Statewide, GA spending saw a large increase during the 2008-09 financial crisis, and Augusta’s spending grew in a similar fashion. In 2004, Augusta spent $52,000, a figure that grew to more than $100,000 in 2010 and has been growing ever since. However, Waterville’s 2014 spending was 5 percent lower than in 2009.

The cities serve similar numbers of people. In January, Augusta spent nearly $25,000 helping 65 people in 49 cases, but Waterville spent $6,200 helping 58 people in 44 cases, according to Linda Fossa, Waterville’s welfare director.

To get GA, someone must only be “physically present” in a city or town “with the intention of remaining,” according to state law, making the number of people on GA somewhat fluid. Often they’re seeking a place to live. About two-thirds of Augusta’s GA went toward housing in 2014, up from less than half in 2004.

And Augusta has lots of housing: More than 1,000 apartment buildings with nearly 4,500 units, with another 10 rooming houses. Waterville has 3,700 apartment units and no rooming houses.

“As the recession hit and more people had a need for housing, they migrated to Augusta within the region because Augusta had available units,” St. Pierre said.

Now Maine pays half of GA costs everywhere except for Portland, Lewiston and Bangor. Once those cities reach a spending threshold, Maine pays 90 percent of costs. LePage’s budget would flip and cap the GA formula, applying it to everyone. Up front, Maine would pay 90 percent, but once GA costs reach 40 percent of the previous six-year average, the state would reduce reimbursements to 10 percent.

Leif Dahlin, director of Augusta’s community services department, said the “tapped” city would have to make difficult cuts or raise taxes if it loses GA money.

He said the GA office has seen more people needing help with medical care after cuts to MaineCare. He said the city is starting to see the effect of LePage’s decision not to seek a federal waiver that could have extended food stamp coverage for 6,500 Mainers who lost benefits in January.

“We’re bare-bones now, and I resent the notion that we can find more cuts,” Dahlin said. “We’ve taken out the ankles, the feet; we’re in the vital organs now.”

FAIR COMPARISON?

In an interview, DHHS Commissioner Mary Mayhew cited no specific problems with GA administration in Augusta.

However, she said its difference from Waterville, given their similar poverty rates, is “one of the comparisons that need to be evaluated” when discussing GA, saying the administration is “seeking better financial predictability” about year-to-year spending.

But Geoff Herman, a lobbyist for the Maine Municipal Association, said there are “so many factors as to what is putting pressure” on cities and towns that it makes it difficult to compare different places. After the department’s finding that Augusta’s GA program is in compliance, he said that should have been “the end of the conversation.”

Asked whether he supports LePage’s plan, Sen. Roger Katz, R-Augusta, who sits on the Legislature’s budget-writing committee, said he’d be reluctant to support something that adds to Augusta’s local tax burden.
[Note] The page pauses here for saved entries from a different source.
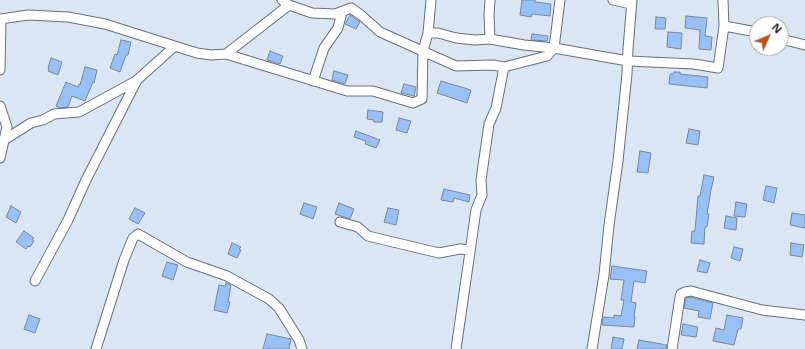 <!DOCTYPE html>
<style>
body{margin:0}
#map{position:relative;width:805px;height:349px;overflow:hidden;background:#dbe6f5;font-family:"Noto Sans",sans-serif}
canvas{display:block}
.north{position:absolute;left:749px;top:16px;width:40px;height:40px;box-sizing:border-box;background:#fff;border:1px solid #a4a6a8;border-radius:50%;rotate:46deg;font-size:11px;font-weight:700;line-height:16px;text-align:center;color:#1c2025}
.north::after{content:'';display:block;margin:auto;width:14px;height:18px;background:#b7541b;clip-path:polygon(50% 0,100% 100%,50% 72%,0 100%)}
</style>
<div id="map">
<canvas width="805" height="349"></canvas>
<div class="north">N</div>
</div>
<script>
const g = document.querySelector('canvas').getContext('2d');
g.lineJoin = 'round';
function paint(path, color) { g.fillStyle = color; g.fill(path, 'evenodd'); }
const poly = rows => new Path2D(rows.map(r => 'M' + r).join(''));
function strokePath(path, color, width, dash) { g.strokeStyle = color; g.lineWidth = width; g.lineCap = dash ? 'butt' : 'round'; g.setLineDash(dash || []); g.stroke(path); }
const building = poly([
 [522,0,535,0,535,2,551,4,550,16,532,14,531,17,520,15,522,0],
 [350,15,360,22,356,29,345,24,350,15],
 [686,16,707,18,705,36,712,37,711,50,699,49,700,30,685,28,686,16],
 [656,17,666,18,665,29,655,29,656,17],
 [668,32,682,33,681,49,667,47,668,32],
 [532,34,548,36,547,41,531,40,532,34],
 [121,40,131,42,128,55,126,55,120,72,110,68,115,54,117,55,121,40],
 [270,51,283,56,280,64,267,60,270,51],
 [51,58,62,62,58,75,48,71,49,69,48,68,51,58],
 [85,67,97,70,94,83,93,82,85,101,72,96,68,107,60,108,56,106,66,82,78,87,79,84,80,85,85,67],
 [334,71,348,75,345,84,332,80,334,71],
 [674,72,680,72,680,74,708,77,707,88,669,84,670,74,673,74,674,72],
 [441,81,471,90,467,103,437,93,441,81],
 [404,84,416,87,414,96,401,93,404,84],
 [368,110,383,112,382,122,374,122,374,120,367,119,368,110],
 [399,118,411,121,407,133,396,130,399,118],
 [689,129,700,131,698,145,686,143,689,129],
 [356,131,380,140,376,148,365,144,366,141,354,137,356,131],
 [640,151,651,153,648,173,637,172,640,151],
 [704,175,714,177,711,190,707,214,709,214,707,227,705,227,704,244,691,243,692,231,695,231,698,196,700,196,704,175],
 [766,186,777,188,774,203,763,200,766,186],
 [444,189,470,195,469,202,454,198,453,202,441,200,444,189],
 [736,202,747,204,745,217,734,216,736,202],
 [304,203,317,207,313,219,300,214,304,203],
 [339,203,354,209,350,219,335,214,339,203],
 [11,206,21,212,16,223,6,217,11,206],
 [135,208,145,213,138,224,129,219,135,208],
 [388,208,399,210,396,225,384,222,388,208],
 [792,213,805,215,805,228,790,225,792,213],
 [726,216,737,218,736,230,724,228,726,216],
 [24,231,34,238,32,240,34,241,30,247,28,246,26,249,16,242,24,231],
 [232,243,241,247,239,249,241,250,237,258,228,254,232,243],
 [791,243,804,245,802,257,790,255,791,243],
 [734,247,743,249,740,261,731,258,734,247],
 [700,260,710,263,707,273,697,271,700,260],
 [167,262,178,265,173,280,162,276,167,262],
 [612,266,647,271,645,283,634,281,631,302,636,303,634,317,635,317,634,327,602,325,603,317,614,318,614,315,621,316,624,300,621,300,624,280,610,279,612,266],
 [226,283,231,285,228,302,230,302,227,313,214,310,219,285,225,286,226,283],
 [689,297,713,303,710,319,698,317,699,311,684,308,686,298,689,297],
 [29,315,40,319,35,333,24,329,29,315],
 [727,315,743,318,741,329,738,329,734,345,713,341,716,328,724,330,727,315],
 [683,324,698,327,696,337,681,335,683,324],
 [267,334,291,339,289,349,263,349,267,334],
 [613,337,624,339,622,349,611,349,613,337],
 [639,340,667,345,666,349,637,349,639,340]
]);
const minor = poly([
 [282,0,289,5,312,13,335,14,351,8,361,15,380,32,456,66,493,65,504,67,547,56,554,48,560,0],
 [613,0,631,4],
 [723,0,724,26],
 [0,19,28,15,68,17,105,24,197,53,211,55,226,54,347,91,373,91,413,103,422,99,423,51,428,33,431,0],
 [428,33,438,33,456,38,475,40,490,39,524,45,554,48,628,61,694,64,718,68,724,26,757,32],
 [490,39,489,15,490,0],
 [781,39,805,45],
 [226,54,289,5],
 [0,70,1,19],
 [313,81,324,48,338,28,342,12],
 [0,106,7,127,0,158],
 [4,140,31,123,43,120,54,114,79,112,136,81],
 [340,222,358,227,368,236,439,253,460,249,470,250],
 [35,281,68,220,86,180,137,80,175,46],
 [96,349,124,260,133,238,138,234,187,262,227,276,269,299,279,308,299,340,302,349],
 [456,349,476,210,482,195,481,180,489,124,496,108,504,67],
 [592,349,604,275,609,225,618,161,627,74,628,49,632,0],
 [672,349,680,297,681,294,685,292,691,291,762,310,805,315]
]);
paint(building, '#97c0f7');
strokePath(building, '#7d8795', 1);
strokePath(minor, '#66707d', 11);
strokePath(minor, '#fff', 9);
</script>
He said he’d co-sponsor a bill backed by the municipal association that would give the state control over GA. Herman said the bill would give the state the chance to revamp the program.

However, Mayhew said that would run “absolutely counter” to LePage’s insistence that “we keep these programs local.”

But Katz, a former Augusta mayor, called GA “a piece of local control that, as far as I can tell, the service centers would happily give up,” and Augusta officials said they’d like to get it off their plates.

“It’s a lot of work,” Dahlin said. “It’s much harder to say ‘no’ to people than it is to say ‘yes’ to people, and we say a lot of ‘no’ to people.”